The greater challenge now, says Mott (also a member of the National Federation's Sports Medicine Advisory Committee) is making sure that school administrators remember to maintain defibrillator batteries and follow manufacturers' recommendations regarding care and upkeep.
Breithaupt cites related concerns. "Another thing we did is require training of coaches and athletic directors to recognize when to use AEDs and how to call 911," he says. "That sounds silly, but we had some cases where 911 was called and the caller didn't give the 911 operator enough information or stay on the line long enough. So the ambulances didn't arrive as quickly as they should have."
He also stresses the importance of convenient placement of and access to AEDs, pointing to an incident last October in which the available coaches did not have keys to unlock the trainer's office, where a defibrillator was stored. Sixteen-year-old Taylor High School cross-country runner Jhonathan Bruda died on the track — one of four deaths (at least three of them heart-related) involving young Houston-area athletes in the three weeks following Nader's Sept. 15 resuscitation.
Katy Independent School District officials subsequently purchased wall-mounted AED cabinets for hallways instead of locking them in a room, and two of the school's three AEDs were moved to more accessible locations. "When the trainer is in her office, it stays there," district spokeswoman Kris Taylor told the Houston Chronicle last fall, referring to one of the defibrillators. "When she is not in the office and not at a game or practice, the AED is now kept in a group coaches' office in the field house, to which all coaches have access."

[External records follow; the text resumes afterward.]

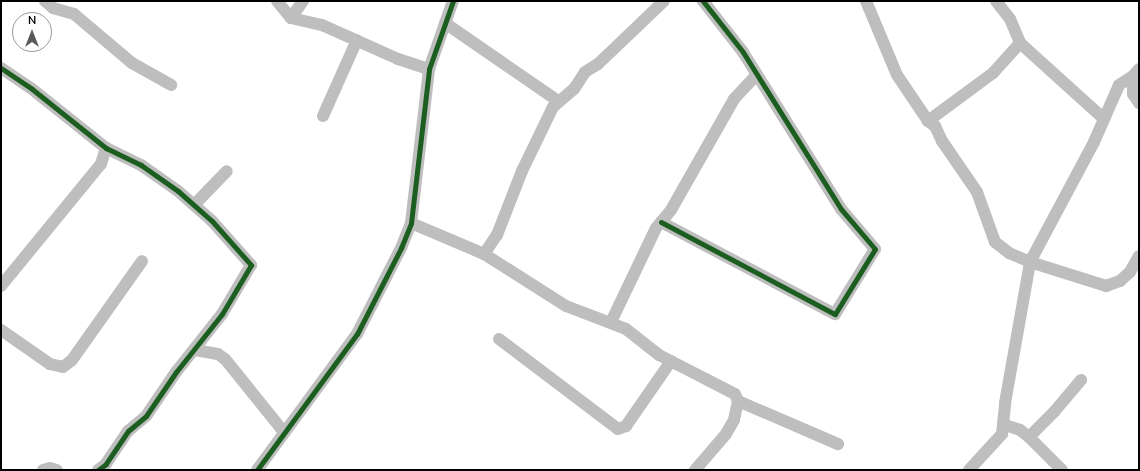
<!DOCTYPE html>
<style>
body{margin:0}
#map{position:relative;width:1140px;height:471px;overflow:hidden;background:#fff;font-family:"Nunito Sans",sans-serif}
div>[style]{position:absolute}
.minor>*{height:12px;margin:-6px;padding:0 6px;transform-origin:6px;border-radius:6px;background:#bebebe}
.cycleway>*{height:5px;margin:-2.5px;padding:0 2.5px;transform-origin:2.5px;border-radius:2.5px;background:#1b5e20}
span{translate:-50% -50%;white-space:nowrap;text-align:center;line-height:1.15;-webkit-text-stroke:3px #fff;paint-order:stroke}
.frame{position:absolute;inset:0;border:2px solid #000;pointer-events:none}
.north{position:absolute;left:12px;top:12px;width:40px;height:40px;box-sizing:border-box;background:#fff;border:1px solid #999;border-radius:50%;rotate:0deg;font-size:11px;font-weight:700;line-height:16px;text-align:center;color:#000}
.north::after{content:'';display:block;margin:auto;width:14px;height:18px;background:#595959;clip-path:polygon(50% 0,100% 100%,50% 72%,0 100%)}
</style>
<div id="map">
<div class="minor">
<i style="left:45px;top:1px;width:11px;rotate:41deg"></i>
<i style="left:53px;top:8px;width:22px;rotate:16deg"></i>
<i style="left:74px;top:14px;width:76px;rotate:40.2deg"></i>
<i style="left:132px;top:63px;width:45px;rotate:29.4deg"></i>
<i style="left:277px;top:1px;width:22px;rotate:51deg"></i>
<i style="left:291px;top:18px;width:32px;rotate:13deg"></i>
<i style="left:322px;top:25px;width:83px;rotate:24.1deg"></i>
<i style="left:398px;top:59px;width:33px;rotate:18deg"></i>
<i style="left:866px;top:1px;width:80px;rotate:67.3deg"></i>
<i style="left:897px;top:75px;width:55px;rotate:56deg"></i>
<i style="left:996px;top:1px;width:23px;rotate:52deg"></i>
<i style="left:1010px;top:19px;width:26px;rotate:67deg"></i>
<i style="left:1020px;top:43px;width:40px;rotate:132deg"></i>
<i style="left:993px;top:73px;width:81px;rotate:143.6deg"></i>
<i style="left:928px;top:121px;width:9px;rotate:36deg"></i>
<i style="left:935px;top:126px;width:17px;rotate:65deg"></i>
<i style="left:942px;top:141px;width:62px;rotate:55.5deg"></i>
<i style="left:977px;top:192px;width:53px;rotate:70.2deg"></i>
<i style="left:995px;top:242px;width:18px;rotate:38deg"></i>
<i style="left:1009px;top:253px;width:23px;rotate:23deg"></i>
<i style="left:1030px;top:262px;width:80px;rotate:17.5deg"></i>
<i style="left:1106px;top:286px;width:15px;rotate:-20deg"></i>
<i style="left:1120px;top:281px;width:13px;rotate:-42deg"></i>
<i style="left:1130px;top:272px;width:18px;rotate:-61deg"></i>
<i style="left:291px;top:18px;width:21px;rotate:-55deg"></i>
<i style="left:445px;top:23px;width:137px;rotate:34.6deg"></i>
<i style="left:1020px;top:43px;width:113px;rotate:42.1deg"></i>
<i style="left:1px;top:68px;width:37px;rotate:34deg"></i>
<i style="left:32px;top:89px;width:95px;rotate:38.6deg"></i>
<i style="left:106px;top:148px;width:39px;rotate:26deg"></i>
<i style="left:141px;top:165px;width:45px;rotate:35.1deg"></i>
<i style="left:178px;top:191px;width:45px;rotate:41.4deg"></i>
<i style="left:212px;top:221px;width:59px;rotate:48.4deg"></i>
<i style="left:251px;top:265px;width:57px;rotate:120.6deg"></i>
<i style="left:222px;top:314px;width:74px;rotate:128.4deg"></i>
<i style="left:176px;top:372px;width:53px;rotate:124.3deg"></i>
<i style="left:146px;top:416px;width:23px;rotate:140deg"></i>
<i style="left:128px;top:431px;width:40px;rotate:124deg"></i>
<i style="left:106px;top:464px;width:10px;rotate:143deg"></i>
<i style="left:1133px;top:76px;width:18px;rotate:90deg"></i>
<i style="left:1133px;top:94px;width:11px;rotate:56deg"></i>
<i style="left:323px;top:116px;width:83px;rotate:-65.9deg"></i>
<i style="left:194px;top:205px;width:47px;rotate:-45.9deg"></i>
<i style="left:661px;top:222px;width:197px;rotate:27.9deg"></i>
<i style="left:835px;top:314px;width:76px;rotate:-58.4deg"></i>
<i style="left:875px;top:249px;width:52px;rotate:-130.4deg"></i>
<i style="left:841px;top:209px;width:185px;rotate:-122deg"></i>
<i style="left:743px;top:52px;width:65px;rotate:-128.1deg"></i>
<i style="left:411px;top:223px;width:79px;rotate:23deg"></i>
<i style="left:484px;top:254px;width:97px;rotate:32.4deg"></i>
<i style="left:566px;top:306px;width:64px;rotate:21deg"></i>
<i style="left:626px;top:329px;width:42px;rotate:38.2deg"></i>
<i style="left:659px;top:355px;width:85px;rotate:27.2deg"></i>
<i style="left:735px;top:394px;width:8px;rotate:67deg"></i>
<i style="left:738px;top:401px;width:19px;rotate:102deg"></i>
<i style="left:734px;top:420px;width:16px;rotate:120deg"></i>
<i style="left:726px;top:434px;width:48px;rotate:130.7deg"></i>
<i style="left:484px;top:254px;width:23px;rotate:-56deg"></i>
<i style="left:497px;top:235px;width:69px;rotate:-68.7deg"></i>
<i style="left:522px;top:171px;width:71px;rotate:-64.2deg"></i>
<i style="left:553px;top:107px;width:28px;rotate:-41deg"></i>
<i style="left:574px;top:89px;width:20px;rotate:-57deg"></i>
<i style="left:585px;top:72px;width:15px;rotate:-32deg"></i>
<i style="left:598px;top:64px;width:91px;rotate:-43.7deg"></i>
<i style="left:1px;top:286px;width:158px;rotate:-50.7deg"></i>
<i style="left:101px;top:164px;width:17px;rotate:-73deg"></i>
<i style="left:611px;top:322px;width:104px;rotate:-64.4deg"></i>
<i style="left:656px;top:228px;width:23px;rotate:-50deg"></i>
<i style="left:671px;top:210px;width:128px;rotate:-60.4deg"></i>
<i style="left:734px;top:99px;width:33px;rotate:-47deg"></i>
<i style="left:1px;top:330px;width:60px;rotate:34.8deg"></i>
<i style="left:50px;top:364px;width:13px;rotate:13deg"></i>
<i style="left:63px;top:367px;width:11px;rotate:-38deg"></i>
<i style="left:72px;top:360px;width:121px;rotate:-54.7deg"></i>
<i style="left:499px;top:339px;width:149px;rotate:37.1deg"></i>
<i style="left:618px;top:429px;width:9px;rotate:-21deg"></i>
<i style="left:626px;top:426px;width:79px;rotate:-55.3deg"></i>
<i style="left:195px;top:350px;width:23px;rotate:10deg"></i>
<i style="left:218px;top:354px;width:9px;rotate:36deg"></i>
<i style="left:225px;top:359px;width:94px;rotate:51.1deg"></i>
<i style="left:738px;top:401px;width:109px;rotate:23.3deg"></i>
<i style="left:1005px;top:425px;width:16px;rotate:18deg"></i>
<i style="left:1020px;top:430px;width:11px;rotate:38deg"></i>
<i style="left:1029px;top:437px;width:47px;rotate:45deg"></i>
<i style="left:1029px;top:437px;width:35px;rotate:-45deg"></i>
<i style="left:1054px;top:412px;width:42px;rotate:-49.8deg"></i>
<i style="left:43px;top:470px;width:7px;rotate:-16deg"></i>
<i style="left:50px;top:468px;width:7px;rotate:16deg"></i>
<i style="left:257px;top:470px;width:169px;rotate:-53.7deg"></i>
<i style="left:357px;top:334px;width:97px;rotate:-62.9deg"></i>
<i style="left:401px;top:248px;width:27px;rotate:-68deg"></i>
<i style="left:411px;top:223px;width:155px;rotate:-83.3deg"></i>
<i style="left:429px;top:69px;width:72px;rotate:-70.6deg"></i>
<i style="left:969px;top:470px;width:49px;rotate:-47.5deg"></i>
<i style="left:1002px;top:434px;width:31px;rotate:-84deg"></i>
<i style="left:1005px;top:403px;width:143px;rotate:-79.9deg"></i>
<i style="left:1030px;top:262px;width:136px;rotate:-61.9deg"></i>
<i style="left:1094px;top:142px;width:62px;rotate:-66.3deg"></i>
<i style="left:1119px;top:85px;width:17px;rotate:-33deg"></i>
<i style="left:1133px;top:76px;width:9px;rotate:-49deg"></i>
</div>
<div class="cycleway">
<i style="left:1px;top:68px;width:37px;rotate:34deg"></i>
<i style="left:32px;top:89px;width:95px;rotate:38.6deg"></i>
<i style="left:106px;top:148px;width:39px;rotate:26deg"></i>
<i style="left:141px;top:165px;width:45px;rotate:35.1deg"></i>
<i style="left:178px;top:191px;width:45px;rotate:41.4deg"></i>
<i style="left:212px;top:221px;width:59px;rotate:48.4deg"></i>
<i style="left:251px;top:265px;width:57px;rotate:120.6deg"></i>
<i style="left:222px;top:314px;width:74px;rotate:128.4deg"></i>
<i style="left:176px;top:372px;width:53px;rotate:124.3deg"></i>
<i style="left:146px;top:416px;width:23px;rotate:140deg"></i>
<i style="left:128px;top:431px;width:40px;rotate:124deg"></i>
<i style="left:106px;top:464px;width:10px;rotate:143deg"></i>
<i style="left:661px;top:222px;width:197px;rotate:27.9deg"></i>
<i style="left:835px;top:314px;width:76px;rotate:-58.4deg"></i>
<i style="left:875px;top:249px;width:52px;rotate:-130.4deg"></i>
<i style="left:841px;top:209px;width:185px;rotate:-122deg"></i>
<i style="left:743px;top:52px;width:65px;rotate:-128.1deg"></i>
<i style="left:257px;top:470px;width:169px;rotate:-53.7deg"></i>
<i style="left:357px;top:334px;width:97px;rotate:-62.9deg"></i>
<i style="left:401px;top:248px;width:27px;rotate:-68deg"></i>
<i style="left:411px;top:223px;width:155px;rotate:-83.3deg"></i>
<i style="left:429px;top:69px;width:72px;rotate:-70.6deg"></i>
</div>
<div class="frame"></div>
<div class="north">N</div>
</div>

Although the UIL mandated AEDs in schools before the Texas Legislature could pass a similar law, versions of four different state bills were pending as of this writing — including Senate Bill 25, which would require an AED to be available at all high school sporting events and practices. Its passage would take the UIL's edict to another level, essentially requiring one defibrillator for every team, meaning that some schools would need to purchase 25 or more additional AEDs.
"That is problematic," Breithaupt says, adding that a combination of booster club fund-raising, community donations, schools' general budgets and AED manufacturers' rebates typically absorb an AED's average cost of $1,500. "This bill could be a multimillion-dollar proposal. Most softball team budgets are lower than the cost of an AED. If you require an AED at every softball practice, you might not be able to afford a junior varsity softball team. We certainly approve of the acknowledgement that AEDs need to be available, but we also need to be reasonable. There's a limit to what schools can do, and there comes a point in time when you have to say, 'We're doing as much as we can.' I think our schools can say that now."